-- Supplied material --
Segment Open

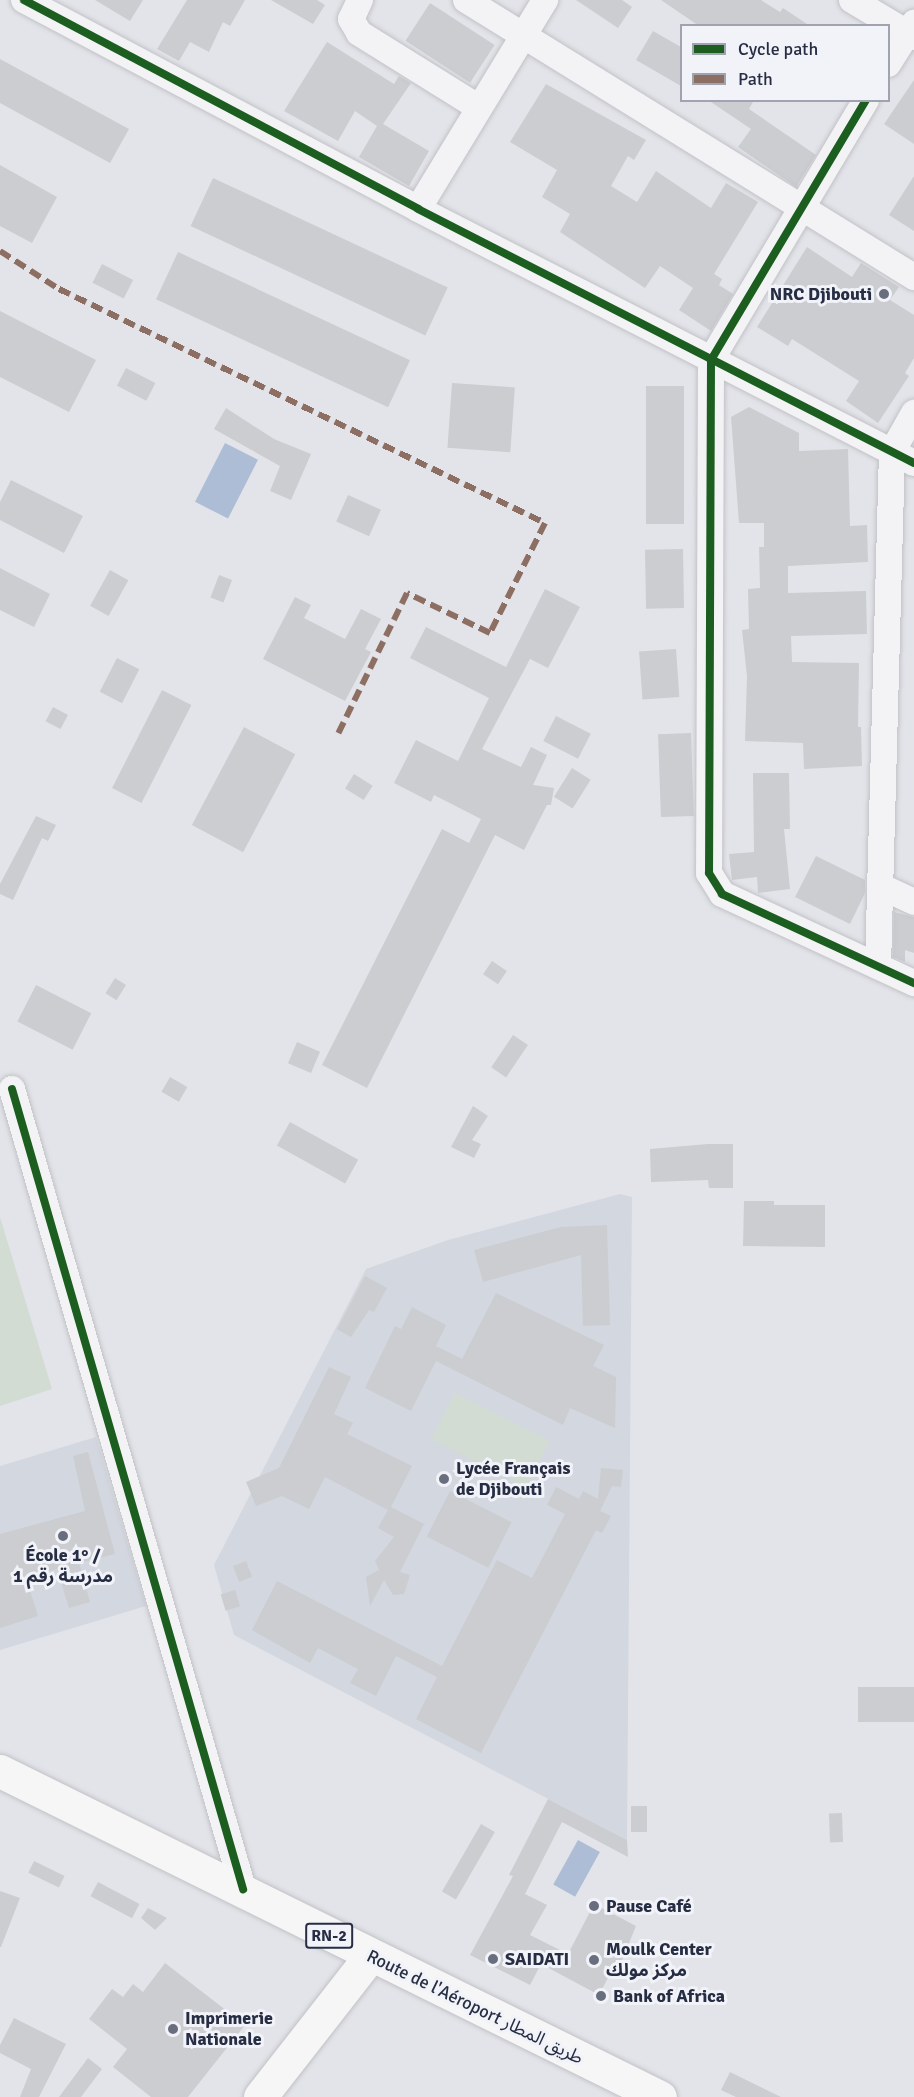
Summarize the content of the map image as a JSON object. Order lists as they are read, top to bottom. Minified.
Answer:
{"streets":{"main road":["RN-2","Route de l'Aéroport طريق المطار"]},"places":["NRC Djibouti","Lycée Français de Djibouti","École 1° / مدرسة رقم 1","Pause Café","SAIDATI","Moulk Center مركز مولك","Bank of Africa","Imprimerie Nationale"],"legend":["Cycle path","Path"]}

Segment Closed

-- Task directions --
Apart from the pictures, restate all of the listing above exactly.

-- Written response --
Summarize the content of the map image as a JSON object. Order lists as they are read, top to bottom. Minified.
Answer:
{"streets":{"main road":["RN-2","Route de l'Aéroport طريق المطار"]},"places":["NRC Djibouti","Lycée Français de Djibouti","École 1° / مدرسة رقم 1","Pause Café","SAIDATI","Moulk Center مركز مولك","Bank of Africa","Imprimerie Nationale"],"legend":["Cycle path","Path"]}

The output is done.